The only thing that kept me from slapping Falon’s smug face was the ghostly apparition that appeared behind him. It was a soldier. He moved to block the doorway, as if he would keep us out. The FPA set up their base on a floor haunted by military mental patients. Fitting.
“Your vampire will be fine.” Falon walked through the soldier without so much as acknowledging him. “I’ll get him on the way out. How many vampires is that in your co
llection now? Just two?”
I followed him, shuddering as the soldier’s ice-cold energy passed through me.

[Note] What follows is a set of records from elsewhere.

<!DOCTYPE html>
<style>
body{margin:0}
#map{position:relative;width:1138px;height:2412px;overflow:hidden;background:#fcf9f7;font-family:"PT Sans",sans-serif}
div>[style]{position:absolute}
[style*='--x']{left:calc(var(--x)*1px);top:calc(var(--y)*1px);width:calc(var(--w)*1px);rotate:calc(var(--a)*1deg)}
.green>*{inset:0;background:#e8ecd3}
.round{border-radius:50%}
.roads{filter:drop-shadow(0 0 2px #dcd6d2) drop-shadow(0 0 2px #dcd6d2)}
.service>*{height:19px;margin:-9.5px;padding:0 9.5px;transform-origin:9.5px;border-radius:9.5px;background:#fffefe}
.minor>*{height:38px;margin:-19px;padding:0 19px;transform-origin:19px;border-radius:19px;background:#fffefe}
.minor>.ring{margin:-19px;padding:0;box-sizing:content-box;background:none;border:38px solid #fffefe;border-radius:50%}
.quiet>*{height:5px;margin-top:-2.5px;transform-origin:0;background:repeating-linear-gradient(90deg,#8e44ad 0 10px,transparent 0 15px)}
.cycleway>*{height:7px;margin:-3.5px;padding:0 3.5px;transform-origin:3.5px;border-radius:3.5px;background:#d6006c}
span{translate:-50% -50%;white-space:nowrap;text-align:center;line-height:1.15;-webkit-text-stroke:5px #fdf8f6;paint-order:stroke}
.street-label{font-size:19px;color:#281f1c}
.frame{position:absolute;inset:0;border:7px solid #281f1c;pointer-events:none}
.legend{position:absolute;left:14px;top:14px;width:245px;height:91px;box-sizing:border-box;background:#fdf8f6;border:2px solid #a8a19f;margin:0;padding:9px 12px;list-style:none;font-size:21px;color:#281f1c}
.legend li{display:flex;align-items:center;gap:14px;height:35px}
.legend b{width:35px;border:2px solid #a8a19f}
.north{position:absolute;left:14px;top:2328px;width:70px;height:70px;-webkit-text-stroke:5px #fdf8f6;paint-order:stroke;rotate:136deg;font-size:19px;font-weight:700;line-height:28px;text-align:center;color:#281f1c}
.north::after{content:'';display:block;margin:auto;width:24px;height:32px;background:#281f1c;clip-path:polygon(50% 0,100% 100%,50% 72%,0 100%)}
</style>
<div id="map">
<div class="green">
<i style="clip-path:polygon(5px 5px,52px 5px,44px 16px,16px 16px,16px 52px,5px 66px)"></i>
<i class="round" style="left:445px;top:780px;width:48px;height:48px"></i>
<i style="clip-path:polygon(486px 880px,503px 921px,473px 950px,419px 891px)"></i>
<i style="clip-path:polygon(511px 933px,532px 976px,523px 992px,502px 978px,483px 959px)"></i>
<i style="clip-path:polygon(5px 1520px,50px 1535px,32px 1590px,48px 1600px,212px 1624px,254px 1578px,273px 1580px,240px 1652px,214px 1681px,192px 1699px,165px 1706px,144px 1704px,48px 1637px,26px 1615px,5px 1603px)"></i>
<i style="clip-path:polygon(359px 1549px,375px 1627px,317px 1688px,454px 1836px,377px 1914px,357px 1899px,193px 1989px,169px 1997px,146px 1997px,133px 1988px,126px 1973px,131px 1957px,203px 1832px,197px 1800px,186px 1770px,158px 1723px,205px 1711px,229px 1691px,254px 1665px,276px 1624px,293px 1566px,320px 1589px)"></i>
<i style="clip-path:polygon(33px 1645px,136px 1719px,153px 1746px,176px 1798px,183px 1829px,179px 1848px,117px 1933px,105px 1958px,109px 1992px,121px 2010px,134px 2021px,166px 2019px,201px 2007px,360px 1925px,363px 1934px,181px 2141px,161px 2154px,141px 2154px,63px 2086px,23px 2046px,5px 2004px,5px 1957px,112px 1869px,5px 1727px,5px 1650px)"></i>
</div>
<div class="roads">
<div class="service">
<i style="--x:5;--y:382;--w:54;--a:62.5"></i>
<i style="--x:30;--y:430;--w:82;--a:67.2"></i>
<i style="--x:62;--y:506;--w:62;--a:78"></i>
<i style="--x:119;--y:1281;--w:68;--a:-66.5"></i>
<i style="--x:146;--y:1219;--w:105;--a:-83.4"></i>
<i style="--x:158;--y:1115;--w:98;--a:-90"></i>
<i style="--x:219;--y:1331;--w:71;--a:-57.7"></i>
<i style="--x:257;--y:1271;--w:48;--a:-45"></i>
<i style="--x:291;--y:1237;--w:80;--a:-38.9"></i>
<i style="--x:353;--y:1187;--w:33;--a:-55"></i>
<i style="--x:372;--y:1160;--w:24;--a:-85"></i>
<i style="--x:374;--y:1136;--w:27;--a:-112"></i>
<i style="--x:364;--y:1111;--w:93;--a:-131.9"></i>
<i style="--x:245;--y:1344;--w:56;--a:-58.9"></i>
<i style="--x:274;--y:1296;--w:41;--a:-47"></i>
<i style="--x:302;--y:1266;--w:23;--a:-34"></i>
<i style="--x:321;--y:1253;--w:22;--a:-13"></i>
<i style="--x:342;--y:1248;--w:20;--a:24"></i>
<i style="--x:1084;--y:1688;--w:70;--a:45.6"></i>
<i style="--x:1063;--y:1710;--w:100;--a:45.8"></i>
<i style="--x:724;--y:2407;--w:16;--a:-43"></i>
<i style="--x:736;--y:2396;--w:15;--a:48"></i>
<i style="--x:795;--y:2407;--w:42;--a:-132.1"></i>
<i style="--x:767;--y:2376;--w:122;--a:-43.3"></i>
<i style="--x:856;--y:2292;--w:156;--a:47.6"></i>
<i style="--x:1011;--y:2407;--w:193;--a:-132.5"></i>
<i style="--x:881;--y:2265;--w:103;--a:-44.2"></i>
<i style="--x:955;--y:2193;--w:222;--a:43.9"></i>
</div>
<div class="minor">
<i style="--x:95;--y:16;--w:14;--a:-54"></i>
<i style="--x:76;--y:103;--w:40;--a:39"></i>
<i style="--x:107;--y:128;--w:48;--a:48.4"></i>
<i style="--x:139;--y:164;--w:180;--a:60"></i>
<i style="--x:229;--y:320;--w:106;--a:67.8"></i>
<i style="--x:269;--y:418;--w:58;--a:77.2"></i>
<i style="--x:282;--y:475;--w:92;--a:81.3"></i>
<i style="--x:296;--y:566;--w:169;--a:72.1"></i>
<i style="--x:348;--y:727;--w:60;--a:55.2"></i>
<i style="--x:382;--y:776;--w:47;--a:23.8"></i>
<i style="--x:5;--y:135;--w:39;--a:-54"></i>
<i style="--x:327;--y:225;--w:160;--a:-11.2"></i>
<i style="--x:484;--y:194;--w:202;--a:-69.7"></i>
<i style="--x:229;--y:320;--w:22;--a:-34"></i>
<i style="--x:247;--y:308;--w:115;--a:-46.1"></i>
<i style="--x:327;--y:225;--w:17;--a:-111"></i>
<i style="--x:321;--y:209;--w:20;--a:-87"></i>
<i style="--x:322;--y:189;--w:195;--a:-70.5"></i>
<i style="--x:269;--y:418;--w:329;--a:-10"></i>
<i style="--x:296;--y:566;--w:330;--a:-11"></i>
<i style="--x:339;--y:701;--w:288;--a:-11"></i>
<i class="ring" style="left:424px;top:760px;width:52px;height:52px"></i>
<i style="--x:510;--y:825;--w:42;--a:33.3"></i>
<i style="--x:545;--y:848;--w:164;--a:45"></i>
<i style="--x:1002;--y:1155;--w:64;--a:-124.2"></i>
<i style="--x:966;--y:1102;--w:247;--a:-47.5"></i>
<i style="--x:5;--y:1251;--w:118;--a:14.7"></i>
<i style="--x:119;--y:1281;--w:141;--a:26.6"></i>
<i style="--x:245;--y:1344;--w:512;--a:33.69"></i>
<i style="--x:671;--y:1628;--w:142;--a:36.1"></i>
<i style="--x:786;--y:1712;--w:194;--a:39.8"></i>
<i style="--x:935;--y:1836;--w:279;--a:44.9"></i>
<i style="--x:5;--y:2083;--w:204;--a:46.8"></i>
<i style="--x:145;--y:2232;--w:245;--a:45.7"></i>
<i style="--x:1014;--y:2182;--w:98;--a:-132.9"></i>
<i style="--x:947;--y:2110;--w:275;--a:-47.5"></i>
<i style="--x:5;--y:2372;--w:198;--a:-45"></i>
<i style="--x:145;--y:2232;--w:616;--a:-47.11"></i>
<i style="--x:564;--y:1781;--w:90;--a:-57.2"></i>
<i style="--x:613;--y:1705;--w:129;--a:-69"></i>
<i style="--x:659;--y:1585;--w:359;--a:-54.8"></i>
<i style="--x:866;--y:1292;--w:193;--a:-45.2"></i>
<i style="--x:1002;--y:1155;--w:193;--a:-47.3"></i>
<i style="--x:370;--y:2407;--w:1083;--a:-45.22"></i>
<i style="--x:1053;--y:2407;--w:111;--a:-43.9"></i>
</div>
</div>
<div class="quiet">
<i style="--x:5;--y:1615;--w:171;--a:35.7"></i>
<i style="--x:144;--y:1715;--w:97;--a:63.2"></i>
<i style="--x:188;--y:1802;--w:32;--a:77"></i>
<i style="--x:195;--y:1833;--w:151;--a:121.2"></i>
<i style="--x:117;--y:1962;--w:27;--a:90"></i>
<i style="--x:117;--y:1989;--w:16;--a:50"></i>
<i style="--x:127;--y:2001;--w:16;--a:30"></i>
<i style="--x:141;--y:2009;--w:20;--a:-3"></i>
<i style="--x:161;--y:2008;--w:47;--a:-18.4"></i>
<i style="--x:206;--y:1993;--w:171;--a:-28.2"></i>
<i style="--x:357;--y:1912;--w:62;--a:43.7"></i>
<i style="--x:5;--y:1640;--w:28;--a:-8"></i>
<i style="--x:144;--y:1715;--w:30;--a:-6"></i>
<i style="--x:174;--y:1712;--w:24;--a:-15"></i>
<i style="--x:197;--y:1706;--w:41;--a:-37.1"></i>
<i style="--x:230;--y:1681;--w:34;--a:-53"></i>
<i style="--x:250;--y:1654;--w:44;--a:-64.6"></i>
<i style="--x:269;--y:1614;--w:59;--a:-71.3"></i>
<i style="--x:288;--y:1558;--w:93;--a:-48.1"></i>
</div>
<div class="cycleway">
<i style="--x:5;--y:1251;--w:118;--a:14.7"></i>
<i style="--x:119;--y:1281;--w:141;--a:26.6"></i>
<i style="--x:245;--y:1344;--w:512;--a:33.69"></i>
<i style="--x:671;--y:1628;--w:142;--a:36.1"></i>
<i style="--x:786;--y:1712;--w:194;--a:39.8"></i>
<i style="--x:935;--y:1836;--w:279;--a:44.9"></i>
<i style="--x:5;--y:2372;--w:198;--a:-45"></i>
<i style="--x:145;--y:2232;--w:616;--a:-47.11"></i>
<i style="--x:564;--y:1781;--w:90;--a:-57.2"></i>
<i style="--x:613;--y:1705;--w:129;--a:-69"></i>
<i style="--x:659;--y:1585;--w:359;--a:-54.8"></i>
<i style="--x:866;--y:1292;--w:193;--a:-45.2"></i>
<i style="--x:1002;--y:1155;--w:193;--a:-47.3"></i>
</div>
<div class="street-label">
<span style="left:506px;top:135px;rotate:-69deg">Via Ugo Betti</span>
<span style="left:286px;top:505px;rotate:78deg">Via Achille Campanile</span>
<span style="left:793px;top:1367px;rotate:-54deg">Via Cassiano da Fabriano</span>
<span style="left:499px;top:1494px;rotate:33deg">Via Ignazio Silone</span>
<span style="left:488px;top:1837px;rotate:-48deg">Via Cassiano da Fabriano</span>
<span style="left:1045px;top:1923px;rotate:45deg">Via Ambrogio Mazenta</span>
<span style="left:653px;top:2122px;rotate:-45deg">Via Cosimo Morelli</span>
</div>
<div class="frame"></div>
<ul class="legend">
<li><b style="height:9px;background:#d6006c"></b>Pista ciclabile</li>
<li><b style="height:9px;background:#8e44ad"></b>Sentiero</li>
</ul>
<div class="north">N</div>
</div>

I clenched my teeth. “What’s your problem with me, Falon? Really.”
Being stuck with Falon hadn’t been part of my plan for the evening. Of course, not a damn thing that had taken place so far had been part of the plan. I hated leaving Arys in the stairwell, but he was out of control. Still, I felt secure with Shaz at my side; we could handle this.
Falon seemed taken aback by my serious question. He’d been expecting more vulgar language. Frankly, so had I, but I wanted to know. He’d had a problem with me from the moment we’d first met.
The seventh floor was much quieter metaphysically than those below. The wing we were in was without electricity, but I could see the glow of lights far in the distance. The hallway was clean and empty. It was like stepping into a whole new building, though I could still feel the murky promise of evil far below my feet.
We made our way toward the light, passing through several sets of large, heavy double doors along the way. When I’d given up on getting a response, Falon said, “Nothing personal, O’Brien. I just don’t like your kind.”
“What kind is that?” This from Shaz who was watching the angel the way a cat watches a bird seconds before it pounces.
“The kind that walks the line. Those who exist in between. Vampires. Werewolves. Even some lesser demons. Those who were once human but have been changed. Unnaturals.” There was bitterness in Falon’s tone.
“Got a reason for that?” I couldn’t keep the snarky edge out of my question.
“Don’t need one.”
Oh, he had one. That much was clear. Actually, I didn’t need him to share; it really made no difference to me.
As we pushed through the next set of double doors, an ear splitting alarm went off. The hall immediately filled with men in uniform, guns drawn. Several of them shouted in surprise as they took in Falon’s silver wings. I raised my hands to show I was unarmed. Shaz did the same. Falon merely smirked.